Stored items:
BEGIN

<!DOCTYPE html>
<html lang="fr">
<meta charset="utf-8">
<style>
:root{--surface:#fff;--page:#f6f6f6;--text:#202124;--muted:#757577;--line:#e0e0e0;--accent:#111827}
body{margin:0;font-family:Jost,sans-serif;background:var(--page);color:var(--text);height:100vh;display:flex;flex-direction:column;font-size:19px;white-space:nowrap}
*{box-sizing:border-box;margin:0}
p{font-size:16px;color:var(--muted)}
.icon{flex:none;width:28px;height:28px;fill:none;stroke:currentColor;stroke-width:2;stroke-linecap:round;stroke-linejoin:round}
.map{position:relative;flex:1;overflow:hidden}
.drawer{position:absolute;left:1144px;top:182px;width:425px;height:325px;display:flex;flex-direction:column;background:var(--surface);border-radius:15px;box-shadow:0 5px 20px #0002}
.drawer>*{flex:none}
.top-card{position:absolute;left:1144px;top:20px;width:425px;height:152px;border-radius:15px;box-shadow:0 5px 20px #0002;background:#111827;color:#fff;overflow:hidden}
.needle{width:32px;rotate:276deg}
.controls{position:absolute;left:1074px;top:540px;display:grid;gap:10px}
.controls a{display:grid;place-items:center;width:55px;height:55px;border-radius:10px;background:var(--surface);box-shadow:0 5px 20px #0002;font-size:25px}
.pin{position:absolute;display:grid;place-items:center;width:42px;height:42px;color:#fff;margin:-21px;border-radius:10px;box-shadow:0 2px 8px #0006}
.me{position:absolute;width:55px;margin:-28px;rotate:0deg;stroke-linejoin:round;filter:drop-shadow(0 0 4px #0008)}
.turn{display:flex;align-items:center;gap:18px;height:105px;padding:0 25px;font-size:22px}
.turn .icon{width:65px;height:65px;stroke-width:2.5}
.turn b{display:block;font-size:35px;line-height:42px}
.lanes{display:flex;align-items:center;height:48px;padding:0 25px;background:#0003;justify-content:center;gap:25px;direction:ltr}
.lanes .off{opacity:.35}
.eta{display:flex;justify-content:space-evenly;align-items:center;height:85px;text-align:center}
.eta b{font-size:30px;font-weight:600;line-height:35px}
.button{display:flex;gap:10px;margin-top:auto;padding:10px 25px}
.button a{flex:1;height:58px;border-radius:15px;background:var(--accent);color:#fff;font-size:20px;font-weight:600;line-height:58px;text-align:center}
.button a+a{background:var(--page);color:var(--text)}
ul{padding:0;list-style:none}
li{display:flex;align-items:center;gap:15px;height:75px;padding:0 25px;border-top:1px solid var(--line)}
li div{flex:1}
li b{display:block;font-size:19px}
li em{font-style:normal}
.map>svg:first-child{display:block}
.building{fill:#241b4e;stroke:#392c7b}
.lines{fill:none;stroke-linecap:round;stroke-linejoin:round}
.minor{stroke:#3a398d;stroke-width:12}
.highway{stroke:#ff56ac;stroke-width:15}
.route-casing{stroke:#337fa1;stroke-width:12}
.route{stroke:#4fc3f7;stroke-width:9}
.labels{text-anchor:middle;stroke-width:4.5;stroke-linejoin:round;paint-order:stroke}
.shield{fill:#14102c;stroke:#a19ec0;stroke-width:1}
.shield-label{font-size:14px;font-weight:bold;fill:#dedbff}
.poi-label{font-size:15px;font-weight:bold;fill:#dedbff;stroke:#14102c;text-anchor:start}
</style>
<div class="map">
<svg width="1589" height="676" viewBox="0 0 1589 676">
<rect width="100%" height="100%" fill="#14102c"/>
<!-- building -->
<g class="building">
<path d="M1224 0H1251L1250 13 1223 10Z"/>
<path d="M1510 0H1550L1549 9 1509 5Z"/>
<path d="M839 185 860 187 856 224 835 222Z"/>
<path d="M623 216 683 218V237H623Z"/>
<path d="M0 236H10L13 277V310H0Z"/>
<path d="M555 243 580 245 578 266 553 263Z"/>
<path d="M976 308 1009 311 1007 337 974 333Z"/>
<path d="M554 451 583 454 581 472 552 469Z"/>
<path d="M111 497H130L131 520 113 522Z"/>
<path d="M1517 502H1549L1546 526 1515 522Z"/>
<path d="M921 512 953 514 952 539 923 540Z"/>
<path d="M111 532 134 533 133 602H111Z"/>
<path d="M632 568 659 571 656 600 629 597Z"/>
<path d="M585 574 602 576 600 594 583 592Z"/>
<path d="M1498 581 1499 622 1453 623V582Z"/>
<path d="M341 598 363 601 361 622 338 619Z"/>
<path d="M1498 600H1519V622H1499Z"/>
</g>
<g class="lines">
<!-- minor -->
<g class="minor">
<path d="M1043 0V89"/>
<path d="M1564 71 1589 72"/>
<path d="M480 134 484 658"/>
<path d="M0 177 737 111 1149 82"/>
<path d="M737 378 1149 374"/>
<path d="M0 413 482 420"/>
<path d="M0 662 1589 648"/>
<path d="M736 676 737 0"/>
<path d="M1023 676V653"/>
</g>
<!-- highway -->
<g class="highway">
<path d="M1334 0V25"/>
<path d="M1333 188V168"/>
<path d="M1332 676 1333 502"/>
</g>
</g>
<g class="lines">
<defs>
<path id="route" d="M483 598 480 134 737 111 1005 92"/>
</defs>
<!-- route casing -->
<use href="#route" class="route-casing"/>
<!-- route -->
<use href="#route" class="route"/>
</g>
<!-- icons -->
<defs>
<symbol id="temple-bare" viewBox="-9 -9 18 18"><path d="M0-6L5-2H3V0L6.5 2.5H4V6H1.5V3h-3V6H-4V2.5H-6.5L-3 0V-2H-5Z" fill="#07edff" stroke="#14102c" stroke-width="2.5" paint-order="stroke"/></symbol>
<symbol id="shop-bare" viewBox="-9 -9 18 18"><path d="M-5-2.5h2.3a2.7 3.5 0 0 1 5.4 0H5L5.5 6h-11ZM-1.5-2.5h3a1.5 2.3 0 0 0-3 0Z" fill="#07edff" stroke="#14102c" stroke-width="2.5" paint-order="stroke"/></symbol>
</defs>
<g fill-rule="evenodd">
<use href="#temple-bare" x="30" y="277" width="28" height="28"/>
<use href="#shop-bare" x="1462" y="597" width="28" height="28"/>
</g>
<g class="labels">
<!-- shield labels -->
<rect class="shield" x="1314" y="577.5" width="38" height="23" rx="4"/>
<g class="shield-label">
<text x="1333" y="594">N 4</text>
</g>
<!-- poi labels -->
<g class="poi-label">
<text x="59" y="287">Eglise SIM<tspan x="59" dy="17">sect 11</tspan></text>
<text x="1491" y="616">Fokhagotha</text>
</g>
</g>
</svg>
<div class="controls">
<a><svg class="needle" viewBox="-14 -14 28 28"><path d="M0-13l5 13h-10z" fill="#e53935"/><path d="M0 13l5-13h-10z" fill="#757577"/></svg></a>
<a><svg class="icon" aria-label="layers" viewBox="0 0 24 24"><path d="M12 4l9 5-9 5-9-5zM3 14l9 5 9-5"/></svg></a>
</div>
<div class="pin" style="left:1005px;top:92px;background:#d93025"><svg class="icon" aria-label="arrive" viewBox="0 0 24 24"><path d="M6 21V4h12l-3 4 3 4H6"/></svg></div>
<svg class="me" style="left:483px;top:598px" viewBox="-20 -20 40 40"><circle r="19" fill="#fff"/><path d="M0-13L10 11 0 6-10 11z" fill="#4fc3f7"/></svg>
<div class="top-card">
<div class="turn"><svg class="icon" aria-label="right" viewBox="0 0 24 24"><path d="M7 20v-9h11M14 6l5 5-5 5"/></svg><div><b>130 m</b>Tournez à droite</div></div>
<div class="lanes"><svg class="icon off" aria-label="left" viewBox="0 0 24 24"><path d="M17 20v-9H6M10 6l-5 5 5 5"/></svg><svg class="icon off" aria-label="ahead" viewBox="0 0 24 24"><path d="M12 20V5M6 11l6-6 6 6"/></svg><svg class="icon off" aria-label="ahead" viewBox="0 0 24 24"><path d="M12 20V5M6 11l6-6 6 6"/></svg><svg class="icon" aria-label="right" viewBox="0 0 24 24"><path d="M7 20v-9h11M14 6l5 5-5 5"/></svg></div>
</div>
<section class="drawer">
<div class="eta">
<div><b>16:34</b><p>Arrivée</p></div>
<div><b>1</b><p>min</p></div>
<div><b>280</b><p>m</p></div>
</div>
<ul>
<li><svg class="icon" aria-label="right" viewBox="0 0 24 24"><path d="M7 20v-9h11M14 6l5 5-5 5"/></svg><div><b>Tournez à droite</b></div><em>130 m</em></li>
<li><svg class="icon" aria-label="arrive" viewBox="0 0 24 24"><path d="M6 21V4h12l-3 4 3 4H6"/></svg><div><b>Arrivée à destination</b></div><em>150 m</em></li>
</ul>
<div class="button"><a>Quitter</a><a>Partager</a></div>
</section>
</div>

END

**Activity**
Find how many of the lines above have the word "position" in them. State only that number.

**Your solution**
6